## Problem
Take the lines below from the first through the one that contains "position:absolute; right:24px; top:24px;" and copy them exactly.

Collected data
- Opening Delimiter -

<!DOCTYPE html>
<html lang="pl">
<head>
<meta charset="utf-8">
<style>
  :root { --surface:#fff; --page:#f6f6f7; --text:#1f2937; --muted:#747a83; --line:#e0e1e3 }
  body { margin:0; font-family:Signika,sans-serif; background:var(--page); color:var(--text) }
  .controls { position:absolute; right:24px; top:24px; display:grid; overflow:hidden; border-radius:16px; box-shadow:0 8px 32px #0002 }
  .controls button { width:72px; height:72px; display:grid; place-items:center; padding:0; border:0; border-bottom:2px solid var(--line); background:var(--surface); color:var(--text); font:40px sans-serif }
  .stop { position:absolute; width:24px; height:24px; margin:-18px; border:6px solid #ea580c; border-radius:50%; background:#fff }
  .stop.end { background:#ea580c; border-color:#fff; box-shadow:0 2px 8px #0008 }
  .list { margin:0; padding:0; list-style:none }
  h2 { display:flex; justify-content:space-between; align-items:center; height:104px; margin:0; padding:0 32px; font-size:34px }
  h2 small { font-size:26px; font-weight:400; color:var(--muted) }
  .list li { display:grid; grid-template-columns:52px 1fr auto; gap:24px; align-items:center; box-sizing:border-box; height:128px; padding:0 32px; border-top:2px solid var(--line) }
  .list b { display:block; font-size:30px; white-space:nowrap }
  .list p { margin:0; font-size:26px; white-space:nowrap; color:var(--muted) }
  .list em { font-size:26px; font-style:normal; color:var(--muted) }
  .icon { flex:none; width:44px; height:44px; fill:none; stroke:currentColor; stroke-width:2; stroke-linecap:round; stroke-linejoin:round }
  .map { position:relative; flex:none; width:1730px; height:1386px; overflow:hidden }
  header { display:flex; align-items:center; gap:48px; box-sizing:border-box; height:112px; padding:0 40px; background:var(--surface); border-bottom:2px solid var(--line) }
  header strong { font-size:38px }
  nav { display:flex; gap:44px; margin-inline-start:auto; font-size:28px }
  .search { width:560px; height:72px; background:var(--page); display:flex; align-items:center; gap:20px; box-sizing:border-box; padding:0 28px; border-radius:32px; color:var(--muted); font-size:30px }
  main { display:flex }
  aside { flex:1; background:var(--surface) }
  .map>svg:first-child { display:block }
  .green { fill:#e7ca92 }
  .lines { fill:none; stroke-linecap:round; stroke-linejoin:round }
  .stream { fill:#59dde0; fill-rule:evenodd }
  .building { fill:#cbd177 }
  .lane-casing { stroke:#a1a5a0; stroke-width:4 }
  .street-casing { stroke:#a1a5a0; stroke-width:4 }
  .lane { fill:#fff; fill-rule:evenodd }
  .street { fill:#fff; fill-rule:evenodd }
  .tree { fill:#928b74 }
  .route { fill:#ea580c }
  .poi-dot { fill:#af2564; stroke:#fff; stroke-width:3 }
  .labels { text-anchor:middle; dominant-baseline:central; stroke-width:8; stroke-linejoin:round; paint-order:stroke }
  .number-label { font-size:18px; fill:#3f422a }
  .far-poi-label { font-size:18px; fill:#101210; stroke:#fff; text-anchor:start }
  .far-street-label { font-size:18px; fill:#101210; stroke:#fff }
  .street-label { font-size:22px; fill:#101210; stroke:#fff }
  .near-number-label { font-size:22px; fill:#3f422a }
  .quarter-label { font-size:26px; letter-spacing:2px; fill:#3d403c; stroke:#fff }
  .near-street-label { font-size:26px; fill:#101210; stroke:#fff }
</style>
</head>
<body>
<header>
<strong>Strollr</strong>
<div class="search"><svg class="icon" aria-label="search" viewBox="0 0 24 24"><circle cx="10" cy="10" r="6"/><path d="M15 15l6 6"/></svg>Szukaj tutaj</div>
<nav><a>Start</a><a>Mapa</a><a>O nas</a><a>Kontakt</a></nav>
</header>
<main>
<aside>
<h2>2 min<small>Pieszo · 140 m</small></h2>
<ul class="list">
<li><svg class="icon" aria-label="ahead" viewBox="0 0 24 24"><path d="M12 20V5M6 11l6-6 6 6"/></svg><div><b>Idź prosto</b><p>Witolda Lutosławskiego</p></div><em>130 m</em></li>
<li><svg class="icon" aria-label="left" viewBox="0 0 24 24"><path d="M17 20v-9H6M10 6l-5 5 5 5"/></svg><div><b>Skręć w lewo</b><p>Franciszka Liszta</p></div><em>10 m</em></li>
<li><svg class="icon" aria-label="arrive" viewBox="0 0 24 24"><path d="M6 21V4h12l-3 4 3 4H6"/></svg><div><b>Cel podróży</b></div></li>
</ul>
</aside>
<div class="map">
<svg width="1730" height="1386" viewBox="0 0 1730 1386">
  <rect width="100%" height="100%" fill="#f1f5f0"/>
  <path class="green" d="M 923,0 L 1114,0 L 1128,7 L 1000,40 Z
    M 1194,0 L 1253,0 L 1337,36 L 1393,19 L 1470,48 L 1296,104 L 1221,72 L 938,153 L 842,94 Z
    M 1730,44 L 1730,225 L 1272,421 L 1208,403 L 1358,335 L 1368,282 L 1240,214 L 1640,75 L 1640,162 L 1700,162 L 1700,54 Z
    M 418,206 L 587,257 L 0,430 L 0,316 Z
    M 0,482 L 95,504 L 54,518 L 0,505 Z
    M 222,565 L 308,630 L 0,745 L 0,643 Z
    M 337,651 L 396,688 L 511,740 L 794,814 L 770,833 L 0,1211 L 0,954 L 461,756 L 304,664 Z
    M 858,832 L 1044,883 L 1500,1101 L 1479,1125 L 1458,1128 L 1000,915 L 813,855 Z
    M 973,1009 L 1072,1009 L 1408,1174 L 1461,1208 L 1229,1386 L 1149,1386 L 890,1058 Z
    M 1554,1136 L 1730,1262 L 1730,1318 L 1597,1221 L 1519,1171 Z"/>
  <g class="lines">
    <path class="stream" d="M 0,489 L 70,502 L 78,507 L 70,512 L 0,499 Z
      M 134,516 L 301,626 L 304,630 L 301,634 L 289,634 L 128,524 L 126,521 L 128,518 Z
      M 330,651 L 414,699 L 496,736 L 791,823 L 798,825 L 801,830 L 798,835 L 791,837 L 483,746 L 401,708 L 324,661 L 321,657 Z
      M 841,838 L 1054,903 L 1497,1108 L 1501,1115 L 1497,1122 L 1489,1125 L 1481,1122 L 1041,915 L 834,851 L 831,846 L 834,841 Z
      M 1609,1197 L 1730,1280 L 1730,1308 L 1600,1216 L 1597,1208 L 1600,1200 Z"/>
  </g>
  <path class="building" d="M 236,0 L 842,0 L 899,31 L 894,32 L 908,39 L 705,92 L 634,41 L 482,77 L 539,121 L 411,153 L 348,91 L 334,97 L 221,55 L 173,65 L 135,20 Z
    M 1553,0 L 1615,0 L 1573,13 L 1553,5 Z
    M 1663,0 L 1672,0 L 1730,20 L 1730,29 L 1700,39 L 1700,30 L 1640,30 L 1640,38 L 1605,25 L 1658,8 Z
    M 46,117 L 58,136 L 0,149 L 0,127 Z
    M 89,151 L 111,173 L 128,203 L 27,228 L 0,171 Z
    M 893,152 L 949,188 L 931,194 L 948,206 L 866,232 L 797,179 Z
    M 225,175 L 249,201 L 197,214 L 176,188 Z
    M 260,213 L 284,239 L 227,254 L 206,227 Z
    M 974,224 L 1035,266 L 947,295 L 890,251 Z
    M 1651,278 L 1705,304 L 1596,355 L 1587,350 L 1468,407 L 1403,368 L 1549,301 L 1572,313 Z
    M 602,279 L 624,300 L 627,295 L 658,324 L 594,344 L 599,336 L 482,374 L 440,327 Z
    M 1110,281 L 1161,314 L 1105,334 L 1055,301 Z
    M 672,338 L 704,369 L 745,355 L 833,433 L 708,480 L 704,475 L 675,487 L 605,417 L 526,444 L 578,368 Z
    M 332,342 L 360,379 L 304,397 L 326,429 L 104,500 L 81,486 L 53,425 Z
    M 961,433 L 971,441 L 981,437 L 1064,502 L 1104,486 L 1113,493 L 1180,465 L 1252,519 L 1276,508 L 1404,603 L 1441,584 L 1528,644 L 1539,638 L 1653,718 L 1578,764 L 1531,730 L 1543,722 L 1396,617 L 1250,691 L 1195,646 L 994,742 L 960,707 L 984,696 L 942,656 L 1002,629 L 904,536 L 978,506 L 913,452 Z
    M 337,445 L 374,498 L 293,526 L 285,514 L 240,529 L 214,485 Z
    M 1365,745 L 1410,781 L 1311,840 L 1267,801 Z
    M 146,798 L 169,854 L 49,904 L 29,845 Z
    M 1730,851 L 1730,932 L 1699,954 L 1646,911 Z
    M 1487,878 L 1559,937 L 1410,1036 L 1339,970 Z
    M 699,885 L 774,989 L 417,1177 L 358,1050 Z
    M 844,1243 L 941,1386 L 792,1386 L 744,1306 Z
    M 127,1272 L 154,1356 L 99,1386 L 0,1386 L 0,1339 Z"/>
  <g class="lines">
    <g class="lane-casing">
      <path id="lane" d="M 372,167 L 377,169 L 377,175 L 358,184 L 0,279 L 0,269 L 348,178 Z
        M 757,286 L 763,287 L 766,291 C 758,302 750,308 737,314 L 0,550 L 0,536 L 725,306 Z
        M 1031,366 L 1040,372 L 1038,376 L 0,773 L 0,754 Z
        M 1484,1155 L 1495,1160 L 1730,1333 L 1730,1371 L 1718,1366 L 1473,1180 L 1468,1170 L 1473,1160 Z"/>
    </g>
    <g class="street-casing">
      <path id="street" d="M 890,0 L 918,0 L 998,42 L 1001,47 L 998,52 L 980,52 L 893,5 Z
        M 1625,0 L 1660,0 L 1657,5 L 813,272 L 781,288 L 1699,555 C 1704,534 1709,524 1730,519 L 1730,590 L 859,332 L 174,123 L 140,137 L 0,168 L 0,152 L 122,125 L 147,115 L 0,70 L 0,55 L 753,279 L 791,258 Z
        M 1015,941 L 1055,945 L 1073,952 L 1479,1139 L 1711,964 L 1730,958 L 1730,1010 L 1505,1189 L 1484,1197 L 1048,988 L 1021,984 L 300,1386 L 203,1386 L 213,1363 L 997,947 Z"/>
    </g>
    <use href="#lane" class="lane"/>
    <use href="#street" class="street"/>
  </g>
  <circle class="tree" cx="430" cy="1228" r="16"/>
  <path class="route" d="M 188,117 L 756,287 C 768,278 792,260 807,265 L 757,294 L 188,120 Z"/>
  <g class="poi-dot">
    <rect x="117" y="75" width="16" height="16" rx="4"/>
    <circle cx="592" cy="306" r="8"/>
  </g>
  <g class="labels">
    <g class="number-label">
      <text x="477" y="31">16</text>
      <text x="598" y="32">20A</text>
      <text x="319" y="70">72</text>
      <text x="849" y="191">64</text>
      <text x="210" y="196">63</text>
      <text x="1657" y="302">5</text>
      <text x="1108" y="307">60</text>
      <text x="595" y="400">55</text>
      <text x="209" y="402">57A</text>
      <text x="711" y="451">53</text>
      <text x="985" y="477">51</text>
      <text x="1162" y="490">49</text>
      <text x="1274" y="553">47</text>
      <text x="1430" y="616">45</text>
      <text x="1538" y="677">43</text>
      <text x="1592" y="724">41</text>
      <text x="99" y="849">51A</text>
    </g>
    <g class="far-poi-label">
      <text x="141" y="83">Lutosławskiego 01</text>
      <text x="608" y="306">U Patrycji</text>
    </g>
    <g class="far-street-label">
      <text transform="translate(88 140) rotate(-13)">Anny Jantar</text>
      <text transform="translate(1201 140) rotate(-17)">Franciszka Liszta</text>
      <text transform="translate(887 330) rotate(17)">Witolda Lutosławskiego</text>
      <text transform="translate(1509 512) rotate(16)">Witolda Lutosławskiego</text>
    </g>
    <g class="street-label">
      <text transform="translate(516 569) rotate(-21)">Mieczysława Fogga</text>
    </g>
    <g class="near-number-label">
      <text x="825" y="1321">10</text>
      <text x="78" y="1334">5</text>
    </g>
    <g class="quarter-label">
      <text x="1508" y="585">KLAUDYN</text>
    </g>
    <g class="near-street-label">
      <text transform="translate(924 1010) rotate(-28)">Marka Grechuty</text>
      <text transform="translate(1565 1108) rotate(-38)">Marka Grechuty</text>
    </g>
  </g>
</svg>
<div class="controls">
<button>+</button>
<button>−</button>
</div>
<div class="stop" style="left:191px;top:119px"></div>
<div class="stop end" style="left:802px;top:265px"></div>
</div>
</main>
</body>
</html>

- Closing Delimiter -

## Response area
<!DOCTYPE html>
<html lang="pl">
<head>
<meta charset="utf-8">
<style>
  :root { --surface:#fff; --page:#f6f6f7; --text:#1f2937; --muted:#747a83; --line:#e0e1e3 }
  body { margin:0; font-family:Signika,sans-serif; background:var(--page); color:var(--text) }
  .controls { position:absolute; right:24px; top:24px; display:grid; overflow:hidden; border-radius:16px; box-shadow:0 8px 32px #0002 }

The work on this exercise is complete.